### About this exercise
Without any alteration, retype the records that appear below.

### Source data
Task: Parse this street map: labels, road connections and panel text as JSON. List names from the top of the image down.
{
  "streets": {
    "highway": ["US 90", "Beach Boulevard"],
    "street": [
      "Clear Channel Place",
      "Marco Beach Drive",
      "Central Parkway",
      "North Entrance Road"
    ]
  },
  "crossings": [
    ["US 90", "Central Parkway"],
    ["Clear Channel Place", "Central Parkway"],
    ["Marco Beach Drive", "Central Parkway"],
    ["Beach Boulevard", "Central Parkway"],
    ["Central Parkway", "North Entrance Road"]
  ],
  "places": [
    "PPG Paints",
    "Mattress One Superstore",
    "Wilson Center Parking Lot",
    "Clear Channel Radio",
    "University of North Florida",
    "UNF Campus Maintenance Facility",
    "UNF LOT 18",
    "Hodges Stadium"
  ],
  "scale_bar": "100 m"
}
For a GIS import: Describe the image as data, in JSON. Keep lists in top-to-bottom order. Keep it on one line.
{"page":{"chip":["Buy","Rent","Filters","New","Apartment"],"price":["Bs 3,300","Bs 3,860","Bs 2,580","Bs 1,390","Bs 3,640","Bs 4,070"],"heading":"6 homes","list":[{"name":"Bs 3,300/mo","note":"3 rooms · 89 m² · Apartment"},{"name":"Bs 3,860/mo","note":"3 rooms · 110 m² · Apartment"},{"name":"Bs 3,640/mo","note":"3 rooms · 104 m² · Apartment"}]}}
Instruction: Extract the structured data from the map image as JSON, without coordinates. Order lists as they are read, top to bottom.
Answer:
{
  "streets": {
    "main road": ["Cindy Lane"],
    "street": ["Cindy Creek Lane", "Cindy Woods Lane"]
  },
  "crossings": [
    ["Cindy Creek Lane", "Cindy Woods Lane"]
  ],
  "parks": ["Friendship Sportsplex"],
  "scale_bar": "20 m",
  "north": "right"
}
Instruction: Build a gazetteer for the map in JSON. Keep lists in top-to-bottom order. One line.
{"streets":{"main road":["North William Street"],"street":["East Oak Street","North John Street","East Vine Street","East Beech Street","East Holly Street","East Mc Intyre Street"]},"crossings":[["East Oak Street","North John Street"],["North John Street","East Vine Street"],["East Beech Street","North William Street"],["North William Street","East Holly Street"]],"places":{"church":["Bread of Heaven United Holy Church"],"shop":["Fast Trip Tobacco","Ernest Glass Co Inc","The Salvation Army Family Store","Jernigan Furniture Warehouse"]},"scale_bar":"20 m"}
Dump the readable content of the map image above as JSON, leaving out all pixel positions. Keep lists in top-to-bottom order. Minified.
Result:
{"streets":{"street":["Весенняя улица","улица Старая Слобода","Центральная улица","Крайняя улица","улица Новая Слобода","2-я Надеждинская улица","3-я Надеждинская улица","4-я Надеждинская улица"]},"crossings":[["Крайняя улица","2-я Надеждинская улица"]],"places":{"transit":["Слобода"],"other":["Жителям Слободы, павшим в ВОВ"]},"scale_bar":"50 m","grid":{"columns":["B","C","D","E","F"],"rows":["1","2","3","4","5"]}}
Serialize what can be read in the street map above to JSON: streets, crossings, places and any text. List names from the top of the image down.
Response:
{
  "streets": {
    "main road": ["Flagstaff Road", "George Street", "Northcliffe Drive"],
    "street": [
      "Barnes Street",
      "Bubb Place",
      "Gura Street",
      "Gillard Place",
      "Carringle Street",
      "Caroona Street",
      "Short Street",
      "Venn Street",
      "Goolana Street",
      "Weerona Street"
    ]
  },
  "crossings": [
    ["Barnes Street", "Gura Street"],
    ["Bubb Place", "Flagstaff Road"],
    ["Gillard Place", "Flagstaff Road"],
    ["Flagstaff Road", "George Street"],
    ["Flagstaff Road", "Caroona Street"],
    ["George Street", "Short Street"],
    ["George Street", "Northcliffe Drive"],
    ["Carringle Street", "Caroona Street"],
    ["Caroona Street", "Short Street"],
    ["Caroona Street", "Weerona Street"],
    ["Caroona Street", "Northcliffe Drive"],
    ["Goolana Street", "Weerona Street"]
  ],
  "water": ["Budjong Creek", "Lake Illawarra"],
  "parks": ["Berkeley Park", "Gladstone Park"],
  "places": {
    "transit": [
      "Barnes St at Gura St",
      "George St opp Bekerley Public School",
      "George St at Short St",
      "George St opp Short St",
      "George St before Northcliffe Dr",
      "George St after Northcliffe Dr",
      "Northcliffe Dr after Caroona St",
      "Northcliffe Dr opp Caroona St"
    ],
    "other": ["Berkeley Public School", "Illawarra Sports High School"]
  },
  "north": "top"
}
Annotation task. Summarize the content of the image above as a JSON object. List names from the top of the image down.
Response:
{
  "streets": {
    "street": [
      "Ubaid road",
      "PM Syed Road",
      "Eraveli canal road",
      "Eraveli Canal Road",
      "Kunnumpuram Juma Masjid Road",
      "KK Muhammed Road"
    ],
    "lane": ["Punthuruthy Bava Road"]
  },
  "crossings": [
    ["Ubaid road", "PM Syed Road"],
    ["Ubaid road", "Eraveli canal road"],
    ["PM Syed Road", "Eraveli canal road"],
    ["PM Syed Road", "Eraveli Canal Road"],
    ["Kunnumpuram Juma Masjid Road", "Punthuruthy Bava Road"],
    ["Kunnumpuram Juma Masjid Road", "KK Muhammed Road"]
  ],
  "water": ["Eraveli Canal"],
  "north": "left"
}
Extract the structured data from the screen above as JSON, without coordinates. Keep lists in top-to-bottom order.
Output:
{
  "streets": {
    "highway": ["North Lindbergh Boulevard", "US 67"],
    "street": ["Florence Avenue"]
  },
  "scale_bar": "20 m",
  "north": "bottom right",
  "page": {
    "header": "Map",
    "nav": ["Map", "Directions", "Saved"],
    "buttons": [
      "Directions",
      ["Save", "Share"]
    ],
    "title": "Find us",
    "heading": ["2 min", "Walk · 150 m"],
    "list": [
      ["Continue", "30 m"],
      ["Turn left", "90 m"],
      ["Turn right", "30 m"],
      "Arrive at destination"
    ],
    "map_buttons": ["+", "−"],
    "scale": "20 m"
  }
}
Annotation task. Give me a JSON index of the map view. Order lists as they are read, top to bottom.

### Task result
Task: Parse this street map: labels, road connections and panel text as JSON. List names from the top of the image down.
{
  "streets": {
    "highway": ["US 90", "Beach Boulevard"],
    "street": [
      "Clear Channel Place",
      "Marco Beach Drive",
      "Central Parkway",
      "North Entrance Road"
    ]
  },
  "crossings": [
    ["US 90", "Central Parkway"],
    ["Clear Channel Place", "Central Parkway"],
    ["Marco Beach Drive", "Central Parkway"],
    ["Beach Boulevard", "Central Parkway"],
    ["Central Parkway", "North Entrance Road"]
  ],
  "places": [
    "PPG Paints",
    "Mattress One Superstore",
    "Wilson Center Parking Lot",
    "Clear Channel Radio",
    "University of North Florida",
    "UNF Campus Maintenance Facility",
    "UNF LOT 18",
    "Hodges Stadium"
  ],
  "scale_bar": "100 m"
}
For a GIS import: Describe the image as data, in JSON. Keep lists in top-to-bottom order. Keep it on one line.
{"page":{"chip":["Buy","Rent","Filters","New","Apartment"],"price":["Bs 3,300","Bs 3,860","Bs 2,580","Bs 1,390","Bs 3,640","Bs 4,070"],"heading":"6 homes","list":[{"name":"Bs 3,300/mo","note":"3 rooms · 89 m² · Apartment"},{"name":"Bs 3,860/mo","note":"3 rooms · 110 m² · Apartment"},{"name":"Bs 3,640/mo","note":"3 rooms · 104 m² · Apartment"}]}}
Instruction: Extract the structured data from the map image as JSON, without coordinates. Order lists as they are read, top to bottom.
Answer:
{
  "streets": {
    "main road": ["Cindy Lane"],
    "street": ["Cindy Creek Lane", "Cindy Woods Lane"]
  },
  "crossings": [
    ["Cindy Creek Lane", "Cindy Woods Lane"]
  ],
  "parks": ["Friendship Sportsplex"],
  "scale_bar": "20 m",
  "north": "right"
}
Instruction: Build a gazetteer for the map in JSON. Keep lists in top-to-bottom order. One line.
{"streets":{"main road":["North William Street"],"street":["East Oak Street","North John Street","East Vine Street","East Beech Street","East Holly Street","East Mc Intyre Street"]},"crossings":[["East Oak Street","North John Street"],["North John Street","East Vine Street"],["East Beech Street","North William Street"],["North William Street","East Holly Street"]],"places":{"church":["Bread of Heaven United Holy Church"],"shop":["Fast Trip Tobacco","Ernest Glass Co Inc","The Salvation Army Family Store","Jernigan Furniture Warehouse"]},"scale_bar":"20 m"}
Dump the readable content of the map image above as JSON, leaving out all pixel positions. Keep lists in top-to-bottom order. Minified.
Result:
{"streets":{"street":["Весенняя улица","улица Старая Слобода","Центральная улица","Крайняя улица","улица Новая Слобода","2-я Надеждинская улица","3-я Надеждинская улица","4-я Надеждинская улица"]},"crossings":[["Крайняя улица","2-я Надеждинская улица"]],"places":{"transit":["Слобода"],"other":["Жителям Слободы, павшим в ВОВ"]},"scale_bar":"50 m","grid":{"columns":["B","C","D","E","F"],"rows":["1","2","3","4","5"]}}
Serialize what can be read in the street map above to JSON: streets, crossings, places and any text. List names from the top of the image down.
Response:
{
  "streets": {
    "main road": ["Flagstaff Road", "George Street", "Northcliffe Drive"],
    "street": [
      "Barnes Street",
      "Bubb Place",
      "Gura Street",
      "Gillard Place",
      "Carringle Street",
      "Caroona Street",
      "Short Street",
      "Venn Street",
      "Goolana Street",
      "Weerona Street"
    ]
  },
  "crossings": [
    ["Barnes Street", "Gura Street"],
    ["Bubb Place", "Flagstaff Road"],
    ["Gillard Place", "Flagstaff Road"],
    ["Flagstaff Road", "George Street"],
    ["Flagstaff Road", "Caroona Street"],
    ["George Street", "Short Street"],
    ["George Street", "Northcliffe Drive"],
    ["Carringle Street", "Caroona Street"],
    ["Caroona Street", "Short Street"],
    ["Caroona Street", "Weerona Street"],
    ["Caroona Street", "Northcliffe Drive"],
    ["Goolana Street", "Weerona Street"]
  ],
  "water": ["Budjong Creek", "Lake Illawarra"],
  "parks": ["Berkeley Park", "Gladstone Park"],
  "places": {
    "transit": [
      "Barnes St at Gura St",
      "George St opp Bekerley Public School",
      "George St at Short St",
      "George St opp Short St",
      "George St before Northcliffe Dr",
      "George St after Northcliffe Dr",
      "Northcliffe Dr after Caroona St",
      "Northcliffe Dr opp Caroona St"
    ],
    "other": ["Berkeley Public School", "Illawarra Sports High School"]
  },
  "north": "top"
}
Annotation task. Summarize the content of the image above as a JSON object. List names from the top of the image down.
Response:
{
  "streets": {
    "street": [
      "Ubaid road",
      "PM Syed Road",
      "Eraveli canal road",
      "Eraveli Canal Road",
      "Kunnumpuram Juma Masjid Road",
      "KK Muhammed Road"
    ],
    "lane": ["Punthuruthy Bava Road"]
  },
  "crossings": [
    ["Ubaid road", "PM Syed Road"],
    ["Ubaid road", "Eraveli canal road"],
    ["PM Syed Road", "Eraveli canal road"],
    ["PM Syed Road", "Eraveli Canal Road"],
    ["Kunnumpuram Juma Masjid Road", "Punthuruthy Bava Road"],
    ["Kunnumpuram Juma Masjid Road", "KK Muhammed Road"]
  ],
  "water": ["Eraveli Canal"],
  "north": "left"
}
Extract the structured data from the screen above as JSON, without coordinates. Keep lists in top-to-bottom order.
Output:
{
  "streets": {
    "highway": ["North Lindbergh Boulevard", "US 67"],
    "street": ["Florence Avenue"]
  },
  "scale_bar": "20 m",
  "north": "bottom right",
  "page": {
    "header": "Map",
    "nav": ["Map", "Directions", "Saved"],
    "buttons": [
      "Directions",
      ["Save", "Share"]
    ],
    "title": "Find us",
    "heading": ["2 min", "Walk · 150 m"],
    "list": [
      ["Continue", "30 m"],
      ["Turn left", "90 m"],
      ["Turn right", "30 m"],
      "Arrive at destination"
    ],
    "map_buttons": ["+", "−"],
    "scale": "20 m"
  }
}
Annotation task. Give me a JSON index of the map view. Order lists as they are read, top to bottom.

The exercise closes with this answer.